Hayek elucida que há um objetivo social (propósito comum) que deve imperar na construção de uma sociedade. Esse objetivo social pode ser nomeado inclusive como bem comum ou interesse comum e que em regra não é necessário um esforço hercúleo para que se defina o que vem a ser o bem comum, uma vez que aí impera um critério subjetivo de cada cidadão.[29]
Em suma, é necessário que haja uma aproximação da realidade social quanto à regularização fundiária. O rigorismo, o formalismo excessivo legal que barra a real implementação das políticas públicas e do próprio procedimento extrajudicial que ainda tende a imperar devem ser de uma vez por todos afastados para que a regularização fundiária seja realmente implantada.
CONCLUSÃO
A regularização fundiária necessariamente contempla e deverá contemplar grandes áreas ocupadas por população carente, visando levar ao menos infraestrutura básica e, em via reflexa, titular a situação dominial dos posseiros. Entretanto, a estrutura quase inflexível do universo registral em certa parte inibe o esforço público.

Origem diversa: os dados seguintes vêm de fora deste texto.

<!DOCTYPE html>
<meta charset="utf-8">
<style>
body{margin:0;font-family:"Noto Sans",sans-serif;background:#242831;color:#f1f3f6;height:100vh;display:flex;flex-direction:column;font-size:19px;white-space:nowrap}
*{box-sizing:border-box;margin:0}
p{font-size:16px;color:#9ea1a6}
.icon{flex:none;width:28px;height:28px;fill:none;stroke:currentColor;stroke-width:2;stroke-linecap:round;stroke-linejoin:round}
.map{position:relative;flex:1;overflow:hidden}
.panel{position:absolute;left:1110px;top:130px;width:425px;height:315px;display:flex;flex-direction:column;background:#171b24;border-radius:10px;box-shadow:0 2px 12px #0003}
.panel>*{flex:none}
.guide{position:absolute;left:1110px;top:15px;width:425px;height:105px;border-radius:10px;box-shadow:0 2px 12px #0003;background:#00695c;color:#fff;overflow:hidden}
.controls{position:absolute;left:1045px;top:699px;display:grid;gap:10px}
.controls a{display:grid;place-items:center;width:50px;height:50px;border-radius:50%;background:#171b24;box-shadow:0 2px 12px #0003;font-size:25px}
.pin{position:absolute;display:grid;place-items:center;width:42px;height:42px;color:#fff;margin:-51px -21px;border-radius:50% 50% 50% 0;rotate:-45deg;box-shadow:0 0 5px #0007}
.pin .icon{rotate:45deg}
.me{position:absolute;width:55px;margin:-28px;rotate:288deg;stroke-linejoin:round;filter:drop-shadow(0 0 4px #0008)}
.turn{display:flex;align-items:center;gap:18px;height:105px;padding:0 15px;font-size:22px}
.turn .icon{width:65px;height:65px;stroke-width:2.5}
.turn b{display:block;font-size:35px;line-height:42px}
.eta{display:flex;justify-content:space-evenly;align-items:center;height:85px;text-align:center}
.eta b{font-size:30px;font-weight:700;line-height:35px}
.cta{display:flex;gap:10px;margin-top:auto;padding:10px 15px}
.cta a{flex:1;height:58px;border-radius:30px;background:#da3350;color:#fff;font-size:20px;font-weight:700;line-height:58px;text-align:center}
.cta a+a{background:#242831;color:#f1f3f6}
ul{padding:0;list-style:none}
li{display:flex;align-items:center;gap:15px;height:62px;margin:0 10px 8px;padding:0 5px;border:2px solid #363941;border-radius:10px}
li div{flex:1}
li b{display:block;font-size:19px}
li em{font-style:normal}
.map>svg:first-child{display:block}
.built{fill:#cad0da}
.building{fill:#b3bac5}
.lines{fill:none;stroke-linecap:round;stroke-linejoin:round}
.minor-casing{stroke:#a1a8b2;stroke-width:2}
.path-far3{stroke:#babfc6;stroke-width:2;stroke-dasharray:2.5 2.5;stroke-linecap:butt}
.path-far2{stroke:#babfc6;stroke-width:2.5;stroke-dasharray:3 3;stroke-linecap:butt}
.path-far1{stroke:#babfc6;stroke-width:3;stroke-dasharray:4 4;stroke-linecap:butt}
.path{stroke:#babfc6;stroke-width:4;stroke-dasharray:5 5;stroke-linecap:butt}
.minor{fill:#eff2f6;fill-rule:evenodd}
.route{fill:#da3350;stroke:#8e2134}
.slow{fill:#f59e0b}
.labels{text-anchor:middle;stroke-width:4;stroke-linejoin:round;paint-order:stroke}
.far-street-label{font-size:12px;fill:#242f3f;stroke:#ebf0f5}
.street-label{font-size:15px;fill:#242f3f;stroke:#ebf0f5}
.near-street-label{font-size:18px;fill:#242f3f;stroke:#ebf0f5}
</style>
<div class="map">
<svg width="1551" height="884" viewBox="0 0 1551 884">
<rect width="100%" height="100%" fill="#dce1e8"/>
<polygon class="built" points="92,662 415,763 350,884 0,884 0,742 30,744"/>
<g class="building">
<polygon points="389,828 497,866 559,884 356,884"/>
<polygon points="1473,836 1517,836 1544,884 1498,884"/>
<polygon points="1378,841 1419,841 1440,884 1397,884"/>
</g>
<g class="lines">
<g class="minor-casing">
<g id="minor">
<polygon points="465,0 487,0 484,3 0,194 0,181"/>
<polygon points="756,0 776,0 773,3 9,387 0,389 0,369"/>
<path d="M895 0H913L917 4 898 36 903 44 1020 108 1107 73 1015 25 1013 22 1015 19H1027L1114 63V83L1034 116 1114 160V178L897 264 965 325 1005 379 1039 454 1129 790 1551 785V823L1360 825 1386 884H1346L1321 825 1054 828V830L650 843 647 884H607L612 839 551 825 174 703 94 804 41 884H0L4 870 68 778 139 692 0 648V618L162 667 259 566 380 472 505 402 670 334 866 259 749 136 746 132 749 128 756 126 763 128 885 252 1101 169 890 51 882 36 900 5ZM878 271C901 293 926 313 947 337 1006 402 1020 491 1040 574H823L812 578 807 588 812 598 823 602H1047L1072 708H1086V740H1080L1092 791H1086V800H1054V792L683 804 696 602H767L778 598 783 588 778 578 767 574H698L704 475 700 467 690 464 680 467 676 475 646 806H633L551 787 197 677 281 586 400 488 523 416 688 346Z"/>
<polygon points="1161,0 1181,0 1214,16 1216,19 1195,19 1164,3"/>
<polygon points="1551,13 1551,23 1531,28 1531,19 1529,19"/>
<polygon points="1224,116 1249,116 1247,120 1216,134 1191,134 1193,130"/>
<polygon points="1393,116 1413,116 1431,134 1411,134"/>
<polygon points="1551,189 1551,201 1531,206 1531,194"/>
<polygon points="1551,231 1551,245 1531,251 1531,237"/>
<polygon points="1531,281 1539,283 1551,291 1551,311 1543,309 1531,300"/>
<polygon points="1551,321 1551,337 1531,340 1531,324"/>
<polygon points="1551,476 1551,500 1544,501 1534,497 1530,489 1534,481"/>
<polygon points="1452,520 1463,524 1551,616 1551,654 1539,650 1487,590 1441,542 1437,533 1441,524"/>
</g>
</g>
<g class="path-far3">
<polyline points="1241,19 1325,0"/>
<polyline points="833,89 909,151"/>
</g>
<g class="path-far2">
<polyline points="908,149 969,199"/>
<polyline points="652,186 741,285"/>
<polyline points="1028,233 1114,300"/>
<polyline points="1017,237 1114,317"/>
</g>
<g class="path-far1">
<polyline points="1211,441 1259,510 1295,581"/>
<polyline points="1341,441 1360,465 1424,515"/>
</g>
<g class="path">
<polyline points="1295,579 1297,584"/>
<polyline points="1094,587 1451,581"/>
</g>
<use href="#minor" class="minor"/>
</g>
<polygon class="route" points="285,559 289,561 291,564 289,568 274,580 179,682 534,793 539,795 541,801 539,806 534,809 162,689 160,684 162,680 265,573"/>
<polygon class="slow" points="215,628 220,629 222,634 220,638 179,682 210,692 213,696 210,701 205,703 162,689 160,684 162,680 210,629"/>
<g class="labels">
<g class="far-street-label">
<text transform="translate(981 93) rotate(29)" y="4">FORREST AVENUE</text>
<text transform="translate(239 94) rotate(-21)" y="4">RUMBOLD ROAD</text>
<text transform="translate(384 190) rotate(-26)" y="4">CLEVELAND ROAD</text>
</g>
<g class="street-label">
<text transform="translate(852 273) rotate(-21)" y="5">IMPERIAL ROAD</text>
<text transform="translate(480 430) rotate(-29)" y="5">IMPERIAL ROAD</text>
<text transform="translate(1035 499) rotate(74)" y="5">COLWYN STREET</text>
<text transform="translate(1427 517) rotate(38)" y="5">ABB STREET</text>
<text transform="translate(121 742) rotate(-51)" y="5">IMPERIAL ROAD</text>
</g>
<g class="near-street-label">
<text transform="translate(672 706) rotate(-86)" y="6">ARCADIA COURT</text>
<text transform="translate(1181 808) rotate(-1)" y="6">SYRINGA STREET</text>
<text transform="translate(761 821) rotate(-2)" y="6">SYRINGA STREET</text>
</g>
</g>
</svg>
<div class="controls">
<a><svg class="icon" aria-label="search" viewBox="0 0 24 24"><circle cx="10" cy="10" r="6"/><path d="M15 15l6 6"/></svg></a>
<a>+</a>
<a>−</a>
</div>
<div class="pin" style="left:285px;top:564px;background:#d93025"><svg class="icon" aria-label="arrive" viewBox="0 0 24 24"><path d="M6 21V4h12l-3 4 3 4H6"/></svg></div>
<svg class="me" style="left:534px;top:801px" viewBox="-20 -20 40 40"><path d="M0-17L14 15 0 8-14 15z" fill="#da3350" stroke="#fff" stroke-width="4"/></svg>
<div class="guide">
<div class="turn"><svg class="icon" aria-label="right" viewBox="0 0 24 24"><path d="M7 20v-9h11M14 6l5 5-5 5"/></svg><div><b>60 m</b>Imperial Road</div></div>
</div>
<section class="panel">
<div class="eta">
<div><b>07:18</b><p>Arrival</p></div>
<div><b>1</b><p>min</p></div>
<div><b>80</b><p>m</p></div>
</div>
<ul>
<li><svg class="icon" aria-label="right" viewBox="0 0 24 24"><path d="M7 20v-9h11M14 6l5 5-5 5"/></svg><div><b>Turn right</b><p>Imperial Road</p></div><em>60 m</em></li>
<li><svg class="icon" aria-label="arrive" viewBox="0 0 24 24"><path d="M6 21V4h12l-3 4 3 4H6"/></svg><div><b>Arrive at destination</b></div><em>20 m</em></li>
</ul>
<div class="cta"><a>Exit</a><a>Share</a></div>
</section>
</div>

A organização urbana das grandes cidades deve passar necessariamente pela regularização dos parcelamentos clandestinos, irregulares e até mesmo atingir os parcelamentos inacabados. Não há como fugir dessa realidade social.
A regularização fundiária é um forte instrumento alternativo juridicamente para tutelar as moradias irregulares no Brasil. Até certo ponto é louvável a iniciativa do poder público, que tende a enfrentar a questão. Conforme esposado na presente dissertação, com todo o escorço legislativo, atualmente a pujante Lei 13.465/2017 objetiva mudar o paradigma do instituto da regularização fundiária, pois facilita em grande partida aspectos formais e extrínsecos que em nada colaboram com a efetivação do instituto.
No que se refere ao plano dos registros públicos, atualmente a formalidade excessiva ainda dificulta a efetivação da regularização fundiária. Embora os meios técnicos disponíveis ainda não sejam o mais desejável, a insegurança em levar adiante a regularização fundiária não está em tal desiderato.
Um melhor cadastro real informatizado, levantamento topográficos mais realistas e confiáveis tecnicamente, segurança e tecnicidade nas demarcações urbanística, tudo isso conjugado com o receito e zelo excessivo não assegura o direito real de propriedade principalmente àqueles mais desamparados social e juridicamente.
Para a implementação do instituto da regularização fundiária ainda falta bastante vontade e coragem. É necessário deixar o problema cultural e utilizar eficazmente os institutos que o extenso e robusto arcabouço jurídico já nos apresenta. O princípio norteador do texto constitucional é a própria dignidade da pessoa humana. Nossa Carta promete-nos bem-estar, desenvolvimento, igualdade e justiça.
Tenhamos em mente que, em que pese o beneficiado diretamente com a regularização fundiária seja o hipossuficiente, é perfeitamente recomendável que se regularizem inclusive bairros e loteamentos atualmente ocupados por famílias de média e/ou alta renda, desde que cumpridos os requisitos legais atinentes à regularização fundiária de interesse específico.
Pela prática mercadológica e empresarial a qual vivenciamos atualmente, em que a competitividade e o lucro a qualquer preço dominam as nossas relações sociais, temos a indagação de que quais seriam as vantagens em regularizar um parcelamento irregular.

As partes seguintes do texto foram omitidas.